The skin around the eyes is fine and much more delicate than any other skin on the body. It’s thinner, in order to allow the eye to move easily and quickly. This is a good thing, but it also comes with its own set of considerations. Because the eye moves constantly – even in sleep – this skin gets a workout. Many people suffer from dark circles, dryness, wrinkling, puffiness or loose skin around the eye area. The eyes are the window to the soul, and also to the health of the body. Life – all of it - even breathing - produces toxins for the body to eliminate
These toxins occur from lack of sleep, a poor diet, environmental toxins and emotional stress. The effects are clearly seen in the face, and especially around the eyes. Have you ever seen that extra glass of wine, or that lost hour of sleep, or that night on the computer – show up under your eyes? So, what can be done?
The trick is to reduce your toxic load. Besides improving sleep patterns, avoiding alcohol, eating right and dealing with stress in a healthy fashion (like exercise), you can also help the body to gently detox by nourishing, toning and tapping. Stimulating the tiny muscles around the eyes will help tone and improve the appearance around the eye area. The lymphatic system and the sinus system in the face benefit from nourishing products containing detoxifying and supportive ingredients to help the body recover and renew. Gently tapping or applying light massage from the outside corner of the eye in towards the tear ducts will assist the body in detoxing and reducing puffiness. You can actually feel the drainage through the sinus system.
Dark circles can mean a lack of iron (anemia), be a symptom of allergies or can be inherited. People of Asian or African descent can sometimes have heavier pigmentation around the eye area. Skin brighteners, or natural ingredients that have an enzyme called Tyrosinase – will slow and block the formation of pigment in age spots or dark areas on the skin. Ingredients that brighten and lighten are fermented ingredients, acids such as Kojic acid (found in fermented rice), Citric acid (found in citrus fruits), or herbs like horseradish, licorice root and uva ursi.

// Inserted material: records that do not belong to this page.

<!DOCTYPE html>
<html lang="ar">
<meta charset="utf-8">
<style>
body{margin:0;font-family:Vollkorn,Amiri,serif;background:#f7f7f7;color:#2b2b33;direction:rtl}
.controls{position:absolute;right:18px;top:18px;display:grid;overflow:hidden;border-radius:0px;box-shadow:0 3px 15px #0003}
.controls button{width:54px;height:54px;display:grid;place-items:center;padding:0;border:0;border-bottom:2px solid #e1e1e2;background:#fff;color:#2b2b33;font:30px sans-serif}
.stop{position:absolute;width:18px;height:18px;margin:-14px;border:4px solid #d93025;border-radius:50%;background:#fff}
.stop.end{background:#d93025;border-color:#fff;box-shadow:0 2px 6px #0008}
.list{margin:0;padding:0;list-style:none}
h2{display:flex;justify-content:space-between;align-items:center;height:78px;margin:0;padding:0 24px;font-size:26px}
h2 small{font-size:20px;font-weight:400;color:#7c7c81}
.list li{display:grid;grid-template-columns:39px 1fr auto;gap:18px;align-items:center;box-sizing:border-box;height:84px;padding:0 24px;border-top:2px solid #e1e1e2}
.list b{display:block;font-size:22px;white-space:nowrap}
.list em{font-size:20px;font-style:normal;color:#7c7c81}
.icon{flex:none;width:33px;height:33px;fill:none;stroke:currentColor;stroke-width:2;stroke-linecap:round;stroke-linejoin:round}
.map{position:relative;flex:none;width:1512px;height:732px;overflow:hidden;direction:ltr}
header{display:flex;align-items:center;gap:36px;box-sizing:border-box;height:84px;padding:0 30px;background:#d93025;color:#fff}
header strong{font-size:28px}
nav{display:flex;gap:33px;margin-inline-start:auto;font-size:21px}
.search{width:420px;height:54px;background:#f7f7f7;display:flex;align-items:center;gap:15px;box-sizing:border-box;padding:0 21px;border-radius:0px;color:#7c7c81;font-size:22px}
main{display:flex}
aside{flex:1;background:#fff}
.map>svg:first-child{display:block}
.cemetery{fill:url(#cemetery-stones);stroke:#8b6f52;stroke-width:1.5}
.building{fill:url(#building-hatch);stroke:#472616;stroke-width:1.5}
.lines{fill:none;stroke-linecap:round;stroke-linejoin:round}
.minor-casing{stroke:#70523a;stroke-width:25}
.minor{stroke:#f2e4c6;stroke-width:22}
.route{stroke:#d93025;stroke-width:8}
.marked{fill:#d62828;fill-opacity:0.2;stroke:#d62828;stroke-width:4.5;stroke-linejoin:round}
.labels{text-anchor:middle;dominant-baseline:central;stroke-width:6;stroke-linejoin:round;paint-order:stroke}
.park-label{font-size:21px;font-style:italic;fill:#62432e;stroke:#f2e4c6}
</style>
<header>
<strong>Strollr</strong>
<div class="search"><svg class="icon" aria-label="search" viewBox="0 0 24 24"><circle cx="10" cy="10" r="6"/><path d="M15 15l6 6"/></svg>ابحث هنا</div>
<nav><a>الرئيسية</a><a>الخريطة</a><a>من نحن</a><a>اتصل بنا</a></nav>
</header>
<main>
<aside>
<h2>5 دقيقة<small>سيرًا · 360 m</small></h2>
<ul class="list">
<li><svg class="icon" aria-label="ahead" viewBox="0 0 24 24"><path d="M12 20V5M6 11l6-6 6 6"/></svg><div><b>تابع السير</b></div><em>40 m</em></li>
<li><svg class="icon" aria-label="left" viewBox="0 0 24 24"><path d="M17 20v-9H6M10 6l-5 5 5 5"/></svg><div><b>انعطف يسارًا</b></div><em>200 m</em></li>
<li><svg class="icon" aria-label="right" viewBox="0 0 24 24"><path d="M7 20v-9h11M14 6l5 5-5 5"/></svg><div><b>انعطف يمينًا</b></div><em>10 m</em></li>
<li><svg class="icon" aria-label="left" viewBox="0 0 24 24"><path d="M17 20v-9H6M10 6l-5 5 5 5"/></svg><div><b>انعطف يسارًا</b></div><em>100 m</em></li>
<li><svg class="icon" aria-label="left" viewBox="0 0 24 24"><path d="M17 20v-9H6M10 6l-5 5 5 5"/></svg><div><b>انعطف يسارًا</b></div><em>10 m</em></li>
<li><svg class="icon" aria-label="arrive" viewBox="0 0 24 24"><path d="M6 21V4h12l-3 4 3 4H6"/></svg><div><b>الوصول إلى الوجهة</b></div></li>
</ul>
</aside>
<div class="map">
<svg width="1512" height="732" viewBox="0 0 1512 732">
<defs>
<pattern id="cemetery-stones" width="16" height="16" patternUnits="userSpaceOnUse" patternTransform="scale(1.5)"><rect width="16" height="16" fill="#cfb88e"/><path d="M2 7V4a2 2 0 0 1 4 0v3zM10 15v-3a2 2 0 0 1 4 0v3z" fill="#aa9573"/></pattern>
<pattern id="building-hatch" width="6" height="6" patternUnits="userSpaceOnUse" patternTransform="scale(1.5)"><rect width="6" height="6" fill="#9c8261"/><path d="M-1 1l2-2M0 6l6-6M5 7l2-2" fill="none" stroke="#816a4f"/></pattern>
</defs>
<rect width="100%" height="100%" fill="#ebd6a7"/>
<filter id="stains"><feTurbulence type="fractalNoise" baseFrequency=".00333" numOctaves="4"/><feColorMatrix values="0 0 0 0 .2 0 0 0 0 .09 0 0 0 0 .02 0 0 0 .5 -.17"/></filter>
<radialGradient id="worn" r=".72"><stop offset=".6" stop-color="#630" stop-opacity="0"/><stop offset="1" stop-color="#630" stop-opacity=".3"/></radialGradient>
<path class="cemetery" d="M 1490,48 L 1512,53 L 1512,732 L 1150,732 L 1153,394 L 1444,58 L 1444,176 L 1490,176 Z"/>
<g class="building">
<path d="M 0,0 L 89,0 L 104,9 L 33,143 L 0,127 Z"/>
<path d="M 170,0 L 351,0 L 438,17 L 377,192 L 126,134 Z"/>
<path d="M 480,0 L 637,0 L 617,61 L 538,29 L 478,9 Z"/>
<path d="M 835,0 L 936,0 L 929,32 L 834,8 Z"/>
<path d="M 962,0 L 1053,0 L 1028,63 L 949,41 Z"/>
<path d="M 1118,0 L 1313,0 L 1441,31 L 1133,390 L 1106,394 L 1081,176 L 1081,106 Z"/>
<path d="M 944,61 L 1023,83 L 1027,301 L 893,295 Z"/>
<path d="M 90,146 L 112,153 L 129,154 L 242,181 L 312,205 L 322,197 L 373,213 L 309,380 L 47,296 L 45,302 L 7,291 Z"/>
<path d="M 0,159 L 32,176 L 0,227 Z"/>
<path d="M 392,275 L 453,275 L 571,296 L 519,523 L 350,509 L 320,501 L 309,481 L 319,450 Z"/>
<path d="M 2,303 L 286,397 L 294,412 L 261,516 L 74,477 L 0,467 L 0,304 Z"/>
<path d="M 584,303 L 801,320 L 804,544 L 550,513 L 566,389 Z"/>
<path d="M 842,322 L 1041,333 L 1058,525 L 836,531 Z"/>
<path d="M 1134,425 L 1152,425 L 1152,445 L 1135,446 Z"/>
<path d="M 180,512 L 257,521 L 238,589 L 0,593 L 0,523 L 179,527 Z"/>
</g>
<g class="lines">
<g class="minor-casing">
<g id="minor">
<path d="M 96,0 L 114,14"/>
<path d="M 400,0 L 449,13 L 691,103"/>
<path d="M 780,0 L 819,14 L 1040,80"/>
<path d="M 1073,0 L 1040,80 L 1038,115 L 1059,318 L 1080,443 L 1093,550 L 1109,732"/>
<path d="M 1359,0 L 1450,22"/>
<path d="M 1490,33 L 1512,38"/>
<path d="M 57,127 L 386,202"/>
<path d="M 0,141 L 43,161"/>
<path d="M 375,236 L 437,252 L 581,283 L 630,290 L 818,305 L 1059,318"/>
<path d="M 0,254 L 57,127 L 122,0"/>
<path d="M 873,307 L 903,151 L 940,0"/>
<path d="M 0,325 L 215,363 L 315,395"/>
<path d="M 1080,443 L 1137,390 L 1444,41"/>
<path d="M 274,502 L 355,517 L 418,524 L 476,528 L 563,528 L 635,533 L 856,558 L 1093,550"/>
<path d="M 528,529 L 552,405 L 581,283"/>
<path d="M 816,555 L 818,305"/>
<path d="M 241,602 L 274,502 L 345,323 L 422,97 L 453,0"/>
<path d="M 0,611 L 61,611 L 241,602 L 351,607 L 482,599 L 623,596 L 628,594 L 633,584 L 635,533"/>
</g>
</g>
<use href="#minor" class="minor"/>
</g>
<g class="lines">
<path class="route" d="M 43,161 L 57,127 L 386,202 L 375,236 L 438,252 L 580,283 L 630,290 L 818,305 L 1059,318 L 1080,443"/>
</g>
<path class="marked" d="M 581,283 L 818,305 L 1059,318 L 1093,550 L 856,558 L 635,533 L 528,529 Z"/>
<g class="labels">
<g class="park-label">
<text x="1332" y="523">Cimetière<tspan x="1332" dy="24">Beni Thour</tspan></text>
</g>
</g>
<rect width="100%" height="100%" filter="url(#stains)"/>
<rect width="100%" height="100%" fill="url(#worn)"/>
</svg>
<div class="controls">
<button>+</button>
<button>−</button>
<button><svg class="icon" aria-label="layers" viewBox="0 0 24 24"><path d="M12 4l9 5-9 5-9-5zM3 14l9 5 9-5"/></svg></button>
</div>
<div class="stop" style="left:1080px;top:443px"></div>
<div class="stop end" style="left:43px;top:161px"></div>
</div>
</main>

Puffiness is an accumulation of water – the body sends in the troops to deal with distress. If you are tired or hungover, eating salty or fast foods, or simply dealing with a difficult situation – the water arrives. The cucumber rings and tea bags you often see in spa ads are wonderful soothing solutions. They are astringent and diuretic – they tone the skin and help remove excess water. Ironically, drinking water is also a solution. It helps to flush the toxic buildup and reduce puffiness. As we age, fat can accumulate around the eye to store toxins, so it becomes more important than ever to reduce your toxic load daily.
Last, but definitely not least, is the power of gravity. Gravity pulls things down towards the earth, and the cumulative effects of gravity on the body is a natural part of living and getting older. When it comes to the eyes and gravity - the fine skin around the eye can’t do the heavy lifting. The last thing we want to do to our eyes is to load them down with heavy, thick eye creams. It is easy to get drawn in with the latest chemical actives and rich oils and butters, but using these products can actually worsen the appearance of the eye area.
In fact, one of the easiest ways to diminish gravity’s effect on the skin is to get upside down - yoga, inversions and non-weight bearing activities might actually improve the tone of the skin around the eyes (plus it’s fun!).
To bring things into focus: look for an eye serum with natural, food-grade ingredients in a light, absorbable formulation that tones and lightly firms. Seaweeds, aloe vera, astringent herbs like Spilanthes - all offer gentle toning and tightening qualities. Avoid chemicals or synthetic cosmeceutical actives; they add to your body’s overall toxic load. To assist the body to drain toxins around the eyes, a small amount of Moringa Oil or organic cold-pressed castor oil will stimulate your lymphatic system to do its job. Skin brighteners like sake kasu and licorice root will brighten and lighten.
If you work at a computer, give your eyes a 30 second break for every hour of work. At night, ease into a restful slumber by turning off bright lights and using candles or low lighting to ramp up melatonin production. Sip some clean fresh water before turning in for the evening and read a book instead of looking at a screen. Your eyes and brain will thank you for it!